◆ Assigned task
Within the material below, filter for lines that hold the word "rotate".

***

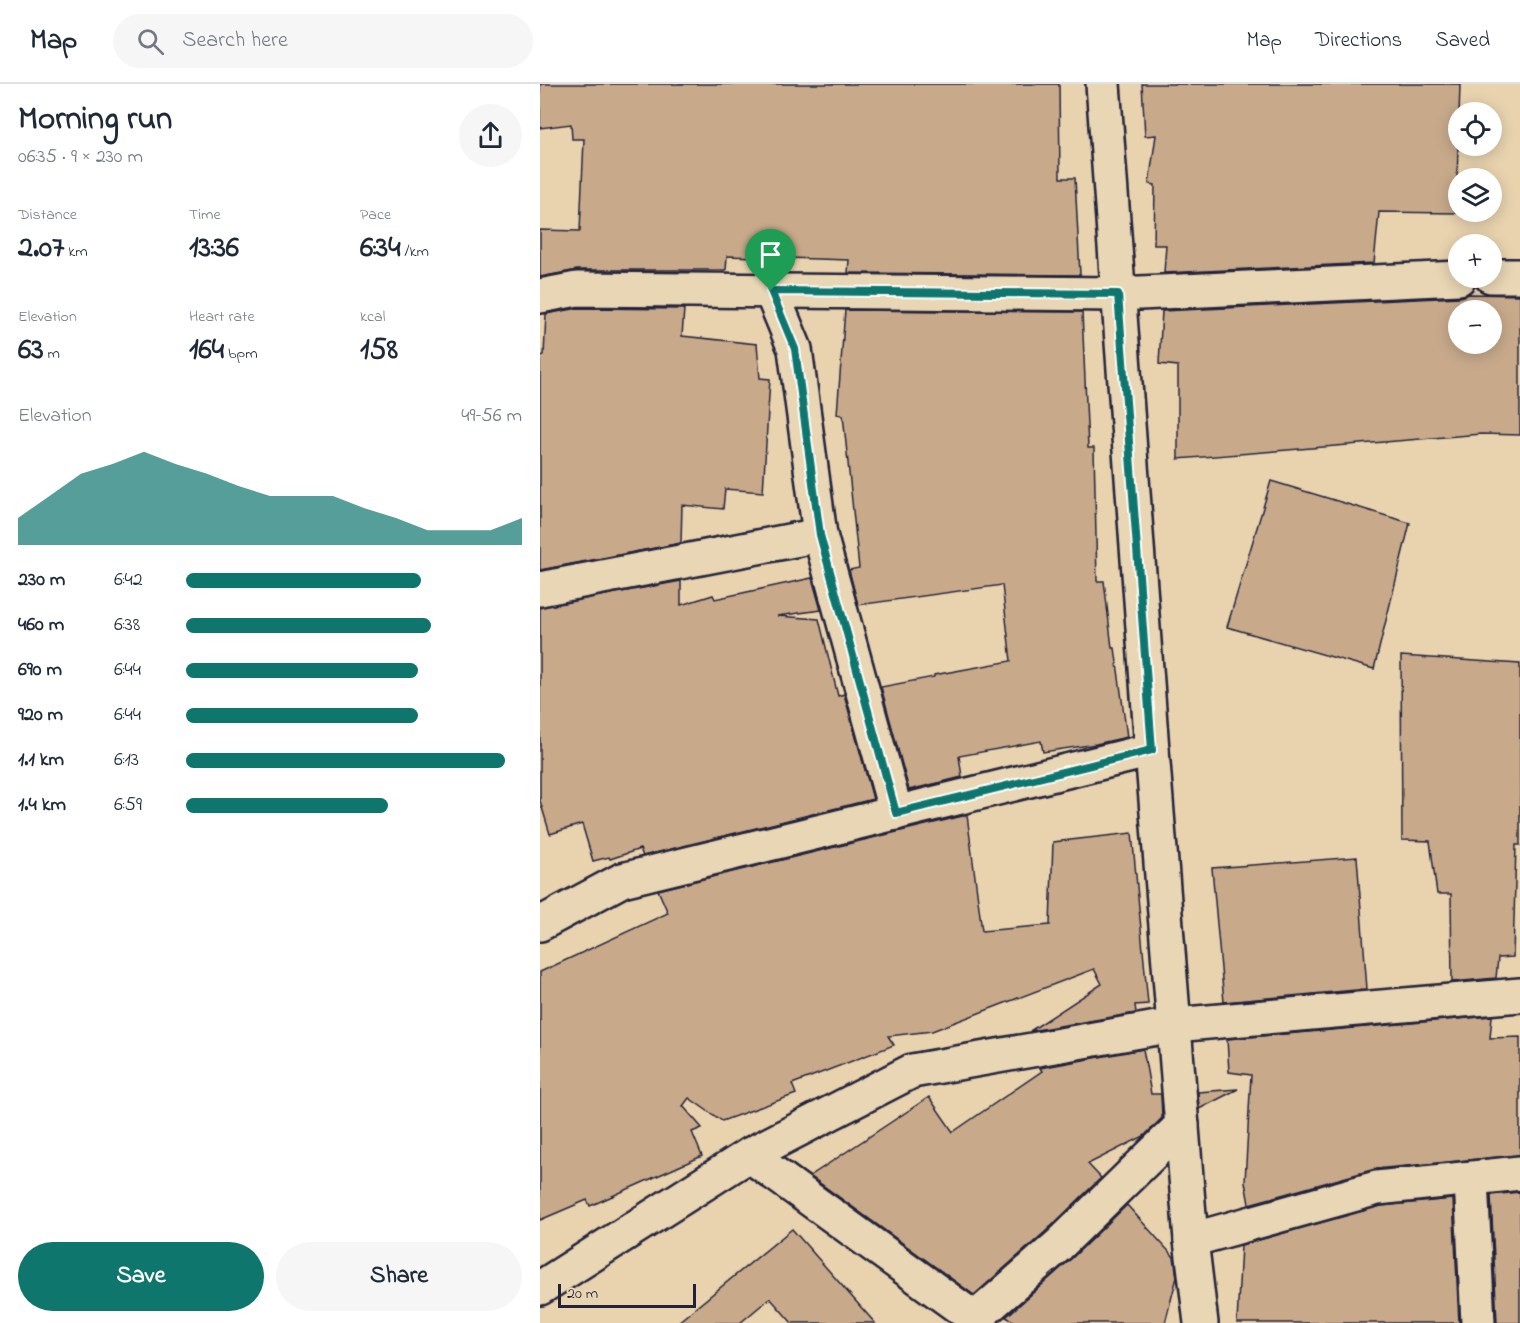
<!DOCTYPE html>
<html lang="en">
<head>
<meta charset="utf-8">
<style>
	:root { --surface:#fff; --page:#f6f6f7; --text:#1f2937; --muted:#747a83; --line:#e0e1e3; --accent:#0f766e }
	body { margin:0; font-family:"Indie Flower",sans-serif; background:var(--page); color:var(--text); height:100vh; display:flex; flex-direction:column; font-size:22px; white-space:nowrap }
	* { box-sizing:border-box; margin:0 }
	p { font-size:20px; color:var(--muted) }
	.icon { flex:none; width:33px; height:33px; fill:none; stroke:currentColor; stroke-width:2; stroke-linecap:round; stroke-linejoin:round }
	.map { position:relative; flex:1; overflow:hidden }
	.sheet { display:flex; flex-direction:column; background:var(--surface); width:540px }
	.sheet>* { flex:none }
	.controls { position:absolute; left:908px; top:18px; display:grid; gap:12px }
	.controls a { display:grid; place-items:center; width:54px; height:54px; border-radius:50%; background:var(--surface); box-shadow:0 3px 15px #0003; font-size:30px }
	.scale { position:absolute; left:18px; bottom:15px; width:138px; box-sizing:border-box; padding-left:6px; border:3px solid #22223b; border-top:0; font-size:16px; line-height:21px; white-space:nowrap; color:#22223b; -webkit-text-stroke:4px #e8d6b4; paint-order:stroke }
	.pin { position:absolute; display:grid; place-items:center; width:51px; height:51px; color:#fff; margin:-62px -26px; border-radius:50% 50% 50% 0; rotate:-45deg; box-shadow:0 0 6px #0007 }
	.pin .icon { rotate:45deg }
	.round { display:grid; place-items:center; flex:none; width:63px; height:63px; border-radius:32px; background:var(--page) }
	.head { display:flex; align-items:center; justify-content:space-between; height:102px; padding:0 18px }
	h1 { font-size:33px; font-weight:700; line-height:45px }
	.stats { display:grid; grid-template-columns:repeat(3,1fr); gap:9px; height:102px; padding:6px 18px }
	.stats div { display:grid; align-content:center }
	.stats b { font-size:30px; font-weight:700 }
	.stats small { font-size:16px; font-weight:400 }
	.stats p { font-size:16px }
	.chart { height:168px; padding:12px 18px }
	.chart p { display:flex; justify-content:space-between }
	.chart svg { width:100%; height:108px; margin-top:6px; fill:var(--accent); opacity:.7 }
	.cta { display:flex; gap:12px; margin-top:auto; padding:12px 18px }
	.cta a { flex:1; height:69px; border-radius:36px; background:var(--accent); color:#fff; font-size:24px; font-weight:700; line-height:69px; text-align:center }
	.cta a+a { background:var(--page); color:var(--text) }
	ul { padding:0 18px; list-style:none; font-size:20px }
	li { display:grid; grid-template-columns:96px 72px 1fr; align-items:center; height:45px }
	li i { height:15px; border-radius:8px; background:var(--accent) }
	header { display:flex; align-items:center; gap:36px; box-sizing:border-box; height:84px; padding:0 30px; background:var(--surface); border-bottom:2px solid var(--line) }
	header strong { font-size:28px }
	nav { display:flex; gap:33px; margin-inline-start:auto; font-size:21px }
	.search { width:420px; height:54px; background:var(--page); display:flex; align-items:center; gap:15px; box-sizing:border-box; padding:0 21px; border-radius:33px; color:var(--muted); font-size:22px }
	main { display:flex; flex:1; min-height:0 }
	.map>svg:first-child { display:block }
</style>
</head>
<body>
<header>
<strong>Map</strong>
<div class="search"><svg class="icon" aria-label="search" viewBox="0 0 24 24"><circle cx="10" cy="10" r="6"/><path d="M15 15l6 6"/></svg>Search here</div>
<nav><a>Map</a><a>Directions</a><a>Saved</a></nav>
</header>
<main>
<section class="sheet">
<div class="head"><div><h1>Morning run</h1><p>06:35 · 9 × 230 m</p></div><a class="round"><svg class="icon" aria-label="share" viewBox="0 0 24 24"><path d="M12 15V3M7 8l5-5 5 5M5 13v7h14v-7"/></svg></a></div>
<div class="stats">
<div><p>Distance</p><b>2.07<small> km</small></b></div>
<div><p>Time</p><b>13:36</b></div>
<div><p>Pace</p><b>6:34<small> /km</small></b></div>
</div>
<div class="stats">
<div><p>Elevation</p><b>63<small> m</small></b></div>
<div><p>Heart rate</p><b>164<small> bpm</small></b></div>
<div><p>kcal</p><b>158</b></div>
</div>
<div class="chart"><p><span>Elevation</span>49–56 m</p>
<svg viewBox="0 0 160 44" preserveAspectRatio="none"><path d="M0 44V33L10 24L20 15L30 11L40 6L50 11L60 15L70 20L80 24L90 24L100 24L110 29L120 33L130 38L140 38L150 38L160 33V44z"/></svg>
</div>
<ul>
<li><b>230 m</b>6:42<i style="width:70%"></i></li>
<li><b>460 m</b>6:38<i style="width:73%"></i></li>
<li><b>690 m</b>6:44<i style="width:69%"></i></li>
<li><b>920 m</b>6:44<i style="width:69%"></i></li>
<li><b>1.1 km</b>6:13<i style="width:95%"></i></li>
<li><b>1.4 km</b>6:59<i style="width:60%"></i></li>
</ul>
<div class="cta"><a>Save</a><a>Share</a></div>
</section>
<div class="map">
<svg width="980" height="1239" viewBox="0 0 980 1239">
	<rect width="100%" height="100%" fill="#e9d3af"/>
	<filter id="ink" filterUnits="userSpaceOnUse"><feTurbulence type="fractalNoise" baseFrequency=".0167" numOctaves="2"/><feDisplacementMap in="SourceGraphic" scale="12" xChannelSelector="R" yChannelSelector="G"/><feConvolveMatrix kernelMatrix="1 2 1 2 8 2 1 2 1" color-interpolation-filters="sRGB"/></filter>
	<g filter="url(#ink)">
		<g fill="#c8aa8b" stroke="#22223b" stroke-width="1.5" fill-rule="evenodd">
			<polygon points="0,0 519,0 520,94 535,94 540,191 308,189 309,176 187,172 186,186 37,186 0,193 0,146 40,147 44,55 32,55 31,40 0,44"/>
			<polygon points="602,0 920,0 916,129 839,128 834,179 624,189 626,161 614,161 615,101 609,100 616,51 605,52"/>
			<path d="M 929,210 L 980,211 L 980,351 L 941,350 L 638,375 L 638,282 L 619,280 L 622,227 L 920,213 ZM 918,226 L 951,226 L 951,260 L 918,260 Z"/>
			<polygon points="39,224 144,225 142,252 217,260 220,294 230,295 223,408 185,405 183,425 142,421 141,459 0,486 0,272 4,271 6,230"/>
			<polygon points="305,226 542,228 548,364 554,364 557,497 564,497 572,564 575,564 587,653 556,660 503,668 501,657 419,672 422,693 369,706 341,603 394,593 394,591 471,577 462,501 318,521 309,486 319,484 303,331 297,330"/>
			<polygon points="731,397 870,439 834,585 687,543"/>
			<polygon points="272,494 281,526 237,532 279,535 298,612 304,610 333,715 103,772 100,765 70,775 69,773 53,777 42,740 10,750 0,717 0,523 141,497 141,521 173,511 175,515"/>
			<polygon points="861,572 980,580 980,761 976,761 973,873 958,874 956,894 912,898 911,810 897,810 890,757 862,756"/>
			<polygon points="427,731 442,847 510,841 513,758 592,749 608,920 595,921 596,929 490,947 562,900 554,885 392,947 348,952 354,961 252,1000 256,1010 182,1037 149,1014 143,1022 162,1044 152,1048 162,1072 50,1122 47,1116 0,1136 0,888 128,829 118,806"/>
			<polygon points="817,773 827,905 684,918 672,784"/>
			<polygon points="952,932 950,954 980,953 980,1071 835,1085 709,1120 705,1098 711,991 689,988 687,955"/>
			<polygon points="603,965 611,1010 621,1010 622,1034 604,1052 548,1080 561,1094 506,1147 434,1211 270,1092 389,1013 413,1048 502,987 500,984"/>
			<polygon points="698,1005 659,1025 658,1008"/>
			<polygon points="980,1108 980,1239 957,1239 951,1111"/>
			<polygon points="913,1115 919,1239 697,1239 701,1161 841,1122"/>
			<polygon points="587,1121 634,1173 637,1193 625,1239 477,1239 466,1233 532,1174"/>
			<polygon points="252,1145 335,1239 252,1239 230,1214 200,1239 137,1239"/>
		</g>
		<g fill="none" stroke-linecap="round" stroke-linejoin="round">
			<g stroke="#22223b" stroke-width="38">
				<g id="street">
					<polyline points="563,0 612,666 651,1156 661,1239"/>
					<polyline points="951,192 980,192"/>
					<polyline points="231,207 255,265 280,451 356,729"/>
					<polyline points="0,212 37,205 578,210 919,194"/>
					<polyline points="0,505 280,451"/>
					<polyline points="0,840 82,796 612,666"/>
					<polyline points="209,1071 441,1239"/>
					<polyline points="931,1095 938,1239"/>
					<polyline points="651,1156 837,1104 980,1089"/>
					<polyline points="0,1204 209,1071 372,987 634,941 980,911"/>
					<polyline points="430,1239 519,1161 642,1041"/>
				</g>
			</g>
			<use href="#street" stroke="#e8d6b4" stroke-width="33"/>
		</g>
	</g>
	<g fill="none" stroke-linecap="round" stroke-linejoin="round" filter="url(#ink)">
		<g stroke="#fff" stroke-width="12">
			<polygon id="route" points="231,207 578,210 612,666 356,729 280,451 255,265"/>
		</g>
		<use href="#route" stroke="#0f766e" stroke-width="8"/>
	</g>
</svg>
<div class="controls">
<a><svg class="icon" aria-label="locate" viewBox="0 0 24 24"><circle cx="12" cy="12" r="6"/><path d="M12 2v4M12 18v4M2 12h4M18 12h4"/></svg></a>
<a><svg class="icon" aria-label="layers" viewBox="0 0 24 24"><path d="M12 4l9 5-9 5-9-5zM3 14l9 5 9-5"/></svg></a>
<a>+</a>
<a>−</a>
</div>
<div class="scale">20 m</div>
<div class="pin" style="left:231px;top:207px;background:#1e9e55"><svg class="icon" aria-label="arrive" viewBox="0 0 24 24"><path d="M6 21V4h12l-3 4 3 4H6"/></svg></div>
</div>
</main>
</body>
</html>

***

◆ Answer
	.pin { position:absolute; display:grid; place-items:center; width:51px; height:51px; color:#fff; margin:-62px -26px; border-radius:50% 50% 50% 0; rotate:-45deg; box-shadow:0 0 6px #0007 }
	.pin .icon { rotate:45deg }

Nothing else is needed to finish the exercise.